Our first groups still meet in person, while our newer groups will use a videoconferencing format combined with conference calls. This provides members with access to members who are across the country or even other parts of the world.

Every meeting follows a similar agenda. Our Mastermind groups:

  • Start with updates from every member, to let everyone know the most important changes that have occurred since the previous month.
  • Then, someone takes the Hot Seat, explaining a challenge they face in their business and asking for input from the other members of the group.
  • We implement a group learning, discussing best practices around a particular leadership quality or process.
  • Finally, we close each group with our Accountability Commitment allowing the other members of the group to help each member hold others accountable to moving forward with their goals or implementing a practice they may not be currently.

Accountability

We’ve all been there. We’ve heard a fantastic corporate speaker or attended a seminar where we learned new and exciting practices. We’re committed to implementing this new learning or tactic. Then life gets in the way. We get busy and revert to our old way of doing things rather than championing best practices in our organization.

The Mastermind format encourages accountability. At the end of every meeting, each member commits to an action and the group holds them accountable from month to month. Anything less is a waste of everyone’s time.

One of our Mastermind members joined the group when she inherited her company from her parents. The company was barely making payroll each month and had never been profitable. One year later, her revenues are over $10 million and the company is profitable for the first time in its 26-year history. She was able to strengthen the disciplines she had weaknesses and focus on what she did well. Because her group held her accountable.

Group Chemistry

Make sure you have diverse backgrounds for your Mastermind group. This diversity ensures you have members with different perspectives and accomplishments in order to be more useful to broaden each member’s creative thinking.

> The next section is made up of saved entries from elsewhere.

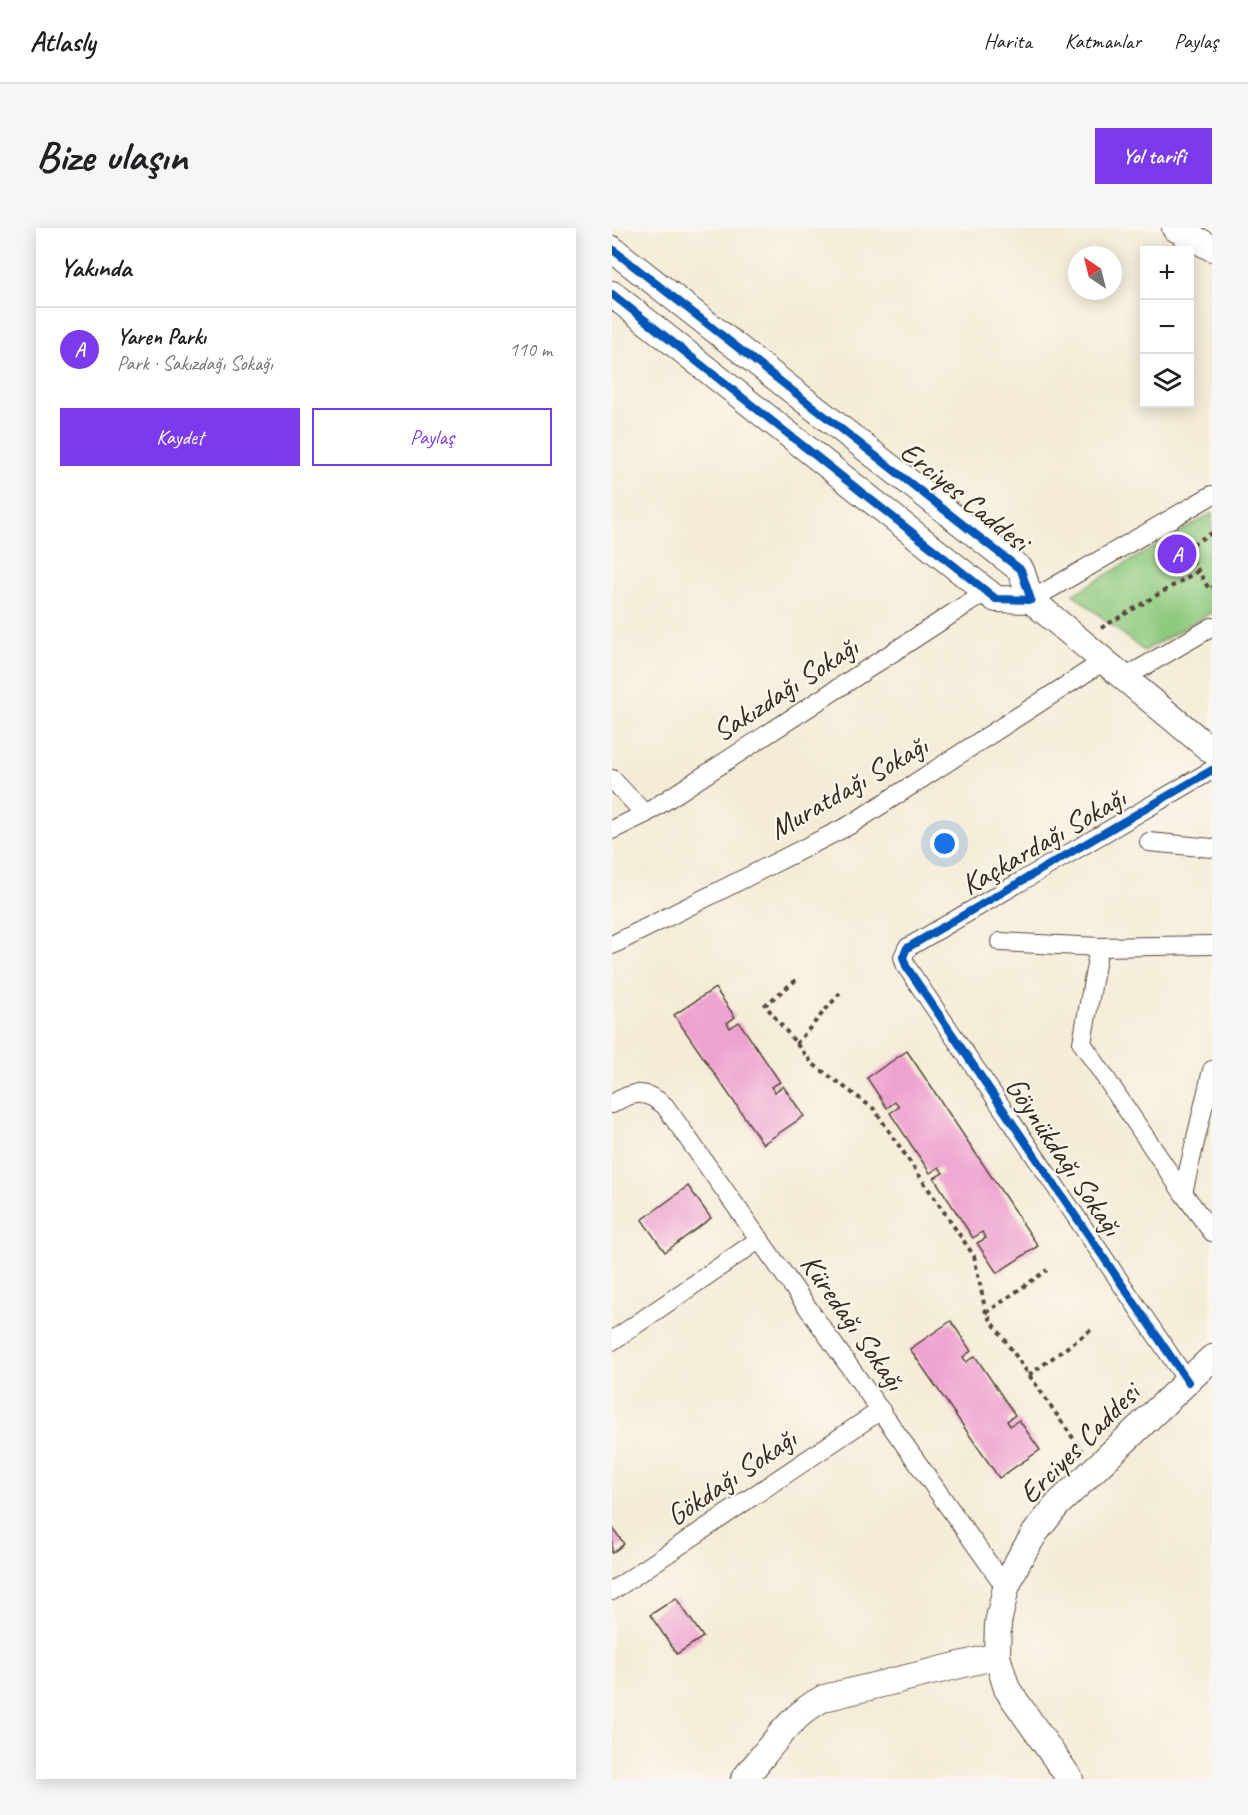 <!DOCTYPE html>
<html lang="tr">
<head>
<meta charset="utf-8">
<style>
	body { margin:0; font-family:Caveat,sans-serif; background:#f6f6f6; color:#202124 }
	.controls { position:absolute; right:18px; top:18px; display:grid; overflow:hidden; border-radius:0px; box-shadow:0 3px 15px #0003 }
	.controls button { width:54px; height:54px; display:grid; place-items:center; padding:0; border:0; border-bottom:2px solid #e0e0e0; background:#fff; color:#202124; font:30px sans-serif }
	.compass { position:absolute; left:456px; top:18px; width:54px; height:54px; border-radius:50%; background:#fff; box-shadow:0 3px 15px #0003; rotate:325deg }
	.you { position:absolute; left:333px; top:616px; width:21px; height:21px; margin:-15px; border:4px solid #fff; border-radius:50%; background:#1a73e8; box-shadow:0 0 0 9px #1a73e833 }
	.badge { display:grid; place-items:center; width:39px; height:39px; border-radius:50%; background:#7c3aed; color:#fff; font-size:20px; font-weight:700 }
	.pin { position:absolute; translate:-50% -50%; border:3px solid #fff; box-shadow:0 2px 6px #0006 }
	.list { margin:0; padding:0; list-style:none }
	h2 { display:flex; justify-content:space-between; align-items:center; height:78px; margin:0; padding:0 24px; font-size:26px }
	h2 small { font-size:20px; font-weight:400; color:#757577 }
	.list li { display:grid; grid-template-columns:39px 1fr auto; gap:18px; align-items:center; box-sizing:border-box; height:84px; padding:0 24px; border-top:2px solid #e0e0e0 }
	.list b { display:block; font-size:22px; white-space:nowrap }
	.list p { margin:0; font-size:20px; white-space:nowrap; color:#757577 }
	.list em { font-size:20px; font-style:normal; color:#757577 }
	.actions { display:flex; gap:12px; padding:18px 24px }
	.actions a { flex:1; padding:14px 0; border:2px solid #7c3aed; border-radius:0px; text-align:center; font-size:21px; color:#7c3aed }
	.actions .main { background:#7c3aed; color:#fff }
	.icon { flex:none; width:33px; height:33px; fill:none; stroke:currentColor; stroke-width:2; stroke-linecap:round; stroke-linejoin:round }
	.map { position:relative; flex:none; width:600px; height:1551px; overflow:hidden; border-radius:0px }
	header { display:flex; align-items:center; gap:36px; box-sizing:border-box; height:84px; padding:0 30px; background:#fff; border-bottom:2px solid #e0e0e0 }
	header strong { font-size:28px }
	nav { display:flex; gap:33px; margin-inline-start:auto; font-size:21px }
	.intro { display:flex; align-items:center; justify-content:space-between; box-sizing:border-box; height:144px; padding:0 36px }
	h1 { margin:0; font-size:42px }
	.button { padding:15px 27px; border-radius:0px; background:#7c3aed; color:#fff; font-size:21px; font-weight:700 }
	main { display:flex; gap:36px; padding:0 36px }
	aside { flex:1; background:#fff; border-radius:0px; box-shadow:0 3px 15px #0003 }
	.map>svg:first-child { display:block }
	.green { fill:#8fca7f; stroke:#657a4e; stroke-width:1.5 }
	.building { fill:#eea2d0 }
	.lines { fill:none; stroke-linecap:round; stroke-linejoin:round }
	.street-casing { stroke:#57473a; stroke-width:20 }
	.secondary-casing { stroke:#57473a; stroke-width:28 }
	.path { stroke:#57473a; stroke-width:4; stroke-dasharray:4.5 4.5; stroke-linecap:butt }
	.street { stroke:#fff; stroke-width:18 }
	.secondary { stroke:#fff; stroke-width:26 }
	.cycleway-casing { stroke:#fbf7ec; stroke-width:11 }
	.cycleway { stroke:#0057b8; stroke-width:8 }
	.labels { text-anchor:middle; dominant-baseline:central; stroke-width:4.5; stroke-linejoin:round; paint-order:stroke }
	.street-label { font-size:30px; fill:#3b2a1e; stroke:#fbf7ec }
</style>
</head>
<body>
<header>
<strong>Atlasly</strong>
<nav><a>Harita</a><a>Katmanlar</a><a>Paylaş</a></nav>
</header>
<div class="intro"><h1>Bize ulaşın</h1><a class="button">Yol tarifi</a></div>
<main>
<aside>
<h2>Yakında<small></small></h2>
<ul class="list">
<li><span class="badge">A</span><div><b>Yaren Parkı</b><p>Park · Sakızdağı Sokağı</p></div><em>110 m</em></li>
</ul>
<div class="actions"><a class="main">Kaydet</a><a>Paylaş</a></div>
</aside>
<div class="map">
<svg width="600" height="1551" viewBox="0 0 600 1551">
	<rect width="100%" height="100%" fill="#fbf7ec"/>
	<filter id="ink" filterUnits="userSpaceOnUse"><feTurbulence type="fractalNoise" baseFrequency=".0167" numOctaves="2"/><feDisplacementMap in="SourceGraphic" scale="12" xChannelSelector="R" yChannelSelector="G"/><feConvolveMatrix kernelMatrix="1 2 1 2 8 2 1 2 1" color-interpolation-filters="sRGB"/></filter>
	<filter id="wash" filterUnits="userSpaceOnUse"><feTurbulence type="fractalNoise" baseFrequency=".008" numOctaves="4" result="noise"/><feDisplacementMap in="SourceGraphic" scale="24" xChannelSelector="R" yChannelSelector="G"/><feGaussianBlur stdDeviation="1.35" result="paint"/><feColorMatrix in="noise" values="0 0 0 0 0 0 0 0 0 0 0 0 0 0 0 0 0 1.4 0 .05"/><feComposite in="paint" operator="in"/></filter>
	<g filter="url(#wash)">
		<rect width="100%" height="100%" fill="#f4ecd7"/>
		<path class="green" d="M600 285V384L532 423 461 366Z"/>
		<g id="blocks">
			<g class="building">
				<path d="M103 760 123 789 115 795 118 800 127 794 168 854 159 859 163 864 171 858 192 888 151 916 62 787Z"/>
				<path d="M295 823 426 1018 385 1045 365 1015 374 1010 370 1004 361 1010 322 950 331 945 327 939 318 945 278 885 287 879 283 874 275 880 255 850Z"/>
				<path d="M76 958 99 990 53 1024 30 992Z"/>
				<path d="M339 1093 359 1123 351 1129 354 1134 363 1128 403 1187 395 1193 398 1198 407 1192 428 1222 387 1250 298 1121Z"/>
				<path d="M0 1299 12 1316 0 1325Z"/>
				<path d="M64 1370 91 1409 65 1426 38 1387Z"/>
			</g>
		</g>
	</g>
	<g filter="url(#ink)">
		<use href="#blocks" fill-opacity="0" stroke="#57473a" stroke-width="1.5"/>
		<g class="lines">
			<defs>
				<g id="street">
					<path d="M419 372 600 267"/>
					<path d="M512 450 600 399"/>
					<path d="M0 551 33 586"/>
					<path d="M0 602 33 586 375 363"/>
					<path d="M537 614 600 620"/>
					<path d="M388 714 487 719 600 717"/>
					<path d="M0 717 238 597 492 433"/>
					<path d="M487 719 470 815 571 965 600 1004"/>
					<path d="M0 876C21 863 33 861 53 878L394 1360"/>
					<path d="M571 965 600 842"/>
					<path d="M0 1113 148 1011"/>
					<path d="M576 1154 294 738 291 729 295 720 600 542"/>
					<path d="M0 1363 269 1182"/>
				</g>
				<g id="secondary">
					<path d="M563 0 600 20"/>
					<path d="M0 21 409 342 419 372 384 371 0 66"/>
					<path d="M419 372 600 523"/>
					<path d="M132 1551C156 1523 178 1487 212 1470L385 1428"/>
					<path d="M458 1551 395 1461 385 1428 386 1395 394 1360 406 1333 423 1305 446 1276 600 1130"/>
				</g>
			</defs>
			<use href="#street" class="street-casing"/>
			<use href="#secondary" class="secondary-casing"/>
			<g class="path">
				<path d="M600 305 573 320 597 361 600 359"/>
				<path d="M489 400 586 343"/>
				<path d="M184 752 153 777 201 836 262 881 362 1028 374 1085 470 1223"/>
				<path d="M184 816 228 765"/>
				<path d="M374 1085 435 1042"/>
				<path d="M417 1147 479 1102"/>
			</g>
			<use href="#street" class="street"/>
			<use href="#secondary" class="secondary"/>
			<defs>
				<g id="cycleway">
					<path d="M0 21 409 342 419 372 384 371 0 66"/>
					<path d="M576 1154 294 738 291 729 295 720 600 542"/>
				</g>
			</defs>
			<use href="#cycleway" class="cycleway-casing"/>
			<use href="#cycleway" class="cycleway"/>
		</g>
	</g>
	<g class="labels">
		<g class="street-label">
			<text transform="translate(353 268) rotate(39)">Erciyes Caddesi</text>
			<text transform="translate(173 461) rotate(-33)">Sakızdağı Sokağı</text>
			<text transform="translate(236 559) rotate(-30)">Muratdağı Sokağı</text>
			<text transform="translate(431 613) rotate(-30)">Kaçkardağı Sokağı</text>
			<text transform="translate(452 928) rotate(56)">Göynükdağı Sokağı</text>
			<text transform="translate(241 1094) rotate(55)">Küredağı Sokağı</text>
			<text transform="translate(467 1215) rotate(-45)">Erciyes Caddesi</text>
			<text transform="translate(119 1249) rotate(-34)">Gökdağı Sokağı</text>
		</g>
	</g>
</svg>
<div class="controls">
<button>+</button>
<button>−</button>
<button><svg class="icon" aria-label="layers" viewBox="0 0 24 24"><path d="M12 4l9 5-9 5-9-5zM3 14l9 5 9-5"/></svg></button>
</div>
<svg class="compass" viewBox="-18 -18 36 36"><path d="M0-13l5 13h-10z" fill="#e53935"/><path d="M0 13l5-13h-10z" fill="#757577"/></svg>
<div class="you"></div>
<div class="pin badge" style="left:565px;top:326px">A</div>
</div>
</main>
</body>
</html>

For example, for our Mastermind groups, we make sure there are no competitors in the same group. We provide a moderator and processes for things like making decisions and settling conflicts. Because of our ground rules, our groups tend to bond quickly, share confidences and trust each other. Many end up working with each other outside the group or networking new business opportunities for each other.

You can achieve business success on your own. Your Mastermind group simply gets you there faster––without the capital investment in a death ray.